Eine Szene, so alt wie das Kino selbst: der untergeschobene Mord. Der Mann hat ein Freudenhaus besucht, erwacht neben der Leiche der soeben noch glücklich angeheuerten Prostituierten, er kann sich an nichts erinnern und bittet den zwielichtigen Puff-Boss, um Hilfe. Die dieser ihm für eine Gegenleistung garantiert.
Diese Szene gibt es zum Beispiel bei THE GODFATHER: PART II – eigentlich ein ziemlich gängiges Motiv bei Mafia-Filmen.
Aber auch bei MISSION: IMPOSSIBLE (1996) findet sie sich, dem Meisterwerk aus der Schreibmaschine von David Koepp, Steven Zaillian und, quasi als Cherry on top: Robert Towne.
Und zwar als Opening-Sequenz.
Über die die ersten behäbigen Dialog-Zeilen mag man wohlwollend hinwegsehen. Sie dienen lediglich dem Spannungsaufbau. Trotzdem hat mich der Film von der Gerissenheit seines dramatischen Prinzips überzeugt.
Worum geht es bei dem IMF-Geheimdienst? Der Agent stülpt sich eine Maske um, imitiert eine andere Person und lässt die Zielperson, die in die Irre geführt, verführt und schließlich überführt werden soll, an eine penibel genau konstruierte Fiktion glauben. Ein Lügengespinst, um die Wahrheit aufzudecken.
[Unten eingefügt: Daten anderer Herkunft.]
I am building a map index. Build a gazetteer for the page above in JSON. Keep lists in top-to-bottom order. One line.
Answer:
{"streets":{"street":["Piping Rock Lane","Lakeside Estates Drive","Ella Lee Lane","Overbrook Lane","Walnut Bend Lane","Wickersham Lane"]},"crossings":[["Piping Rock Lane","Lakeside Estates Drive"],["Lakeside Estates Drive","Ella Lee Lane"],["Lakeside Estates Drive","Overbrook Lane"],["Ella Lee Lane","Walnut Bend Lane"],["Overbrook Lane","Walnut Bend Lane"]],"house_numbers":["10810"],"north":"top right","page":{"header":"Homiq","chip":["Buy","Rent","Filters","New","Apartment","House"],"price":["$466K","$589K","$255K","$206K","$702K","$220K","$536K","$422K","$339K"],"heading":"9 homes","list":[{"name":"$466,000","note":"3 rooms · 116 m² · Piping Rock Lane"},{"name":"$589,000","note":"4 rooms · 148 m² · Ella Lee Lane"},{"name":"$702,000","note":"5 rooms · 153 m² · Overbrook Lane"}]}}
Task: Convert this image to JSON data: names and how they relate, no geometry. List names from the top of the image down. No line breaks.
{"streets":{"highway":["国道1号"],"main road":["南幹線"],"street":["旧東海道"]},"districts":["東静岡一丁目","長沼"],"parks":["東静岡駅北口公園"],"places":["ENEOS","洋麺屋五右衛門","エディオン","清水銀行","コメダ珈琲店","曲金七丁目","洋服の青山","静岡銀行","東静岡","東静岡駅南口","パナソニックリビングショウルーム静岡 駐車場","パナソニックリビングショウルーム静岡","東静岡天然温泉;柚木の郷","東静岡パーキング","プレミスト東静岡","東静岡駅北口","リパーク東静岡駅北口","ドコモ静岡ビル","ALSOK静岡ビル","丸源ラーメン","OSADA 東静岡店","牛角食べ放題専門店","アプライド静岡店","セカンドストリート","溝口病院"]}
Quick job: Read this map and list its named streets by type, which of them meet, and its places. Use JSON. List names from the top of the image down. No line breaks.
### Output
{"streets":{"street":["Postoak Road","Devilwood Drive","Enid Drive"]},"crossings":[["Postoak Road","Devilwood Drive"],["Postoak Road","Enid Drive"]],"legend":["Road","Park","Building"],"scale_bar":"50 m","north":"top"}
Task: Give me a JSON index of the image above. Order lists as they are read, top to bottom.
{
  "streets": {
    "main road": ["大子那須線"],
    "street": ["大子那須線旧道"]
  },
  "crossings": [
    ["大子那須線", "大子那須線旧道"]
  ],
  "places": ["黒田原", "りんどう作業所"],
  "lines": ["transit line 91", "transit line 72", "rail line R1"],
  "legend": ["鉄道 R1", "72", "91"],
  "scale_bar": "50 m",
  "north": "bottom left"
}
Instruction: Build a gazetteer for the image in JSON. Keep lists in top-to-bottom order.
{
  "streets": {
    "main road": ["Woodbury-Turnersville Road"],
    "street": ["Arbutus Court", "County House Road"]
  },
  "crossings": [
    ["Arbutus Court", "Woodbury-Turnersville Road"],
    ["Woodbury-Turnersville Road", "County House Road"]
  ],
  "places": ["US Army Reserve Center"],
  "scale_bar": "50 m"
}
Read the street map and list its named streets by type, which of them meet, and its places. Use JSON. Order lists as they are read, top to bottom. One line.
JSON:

Diese Beschreibung passt nicht nur für narrative Filme, sondern ist an sich schon das beste Kino-Motiv, ever!
Das Geniale bei MISSION: IMPOSSIBLE ist nun die Entscheidung, aus der Fähigkeit der Agenten, dem In-die-Rollen-Schlüpfen, eine abgeschlossene dramatische Handlung zu gewinnen.
Der Plot kann nur dem Agenten Ethan Hunt zustoßen. Und nur er kann sich in solch einem Plot bewähren.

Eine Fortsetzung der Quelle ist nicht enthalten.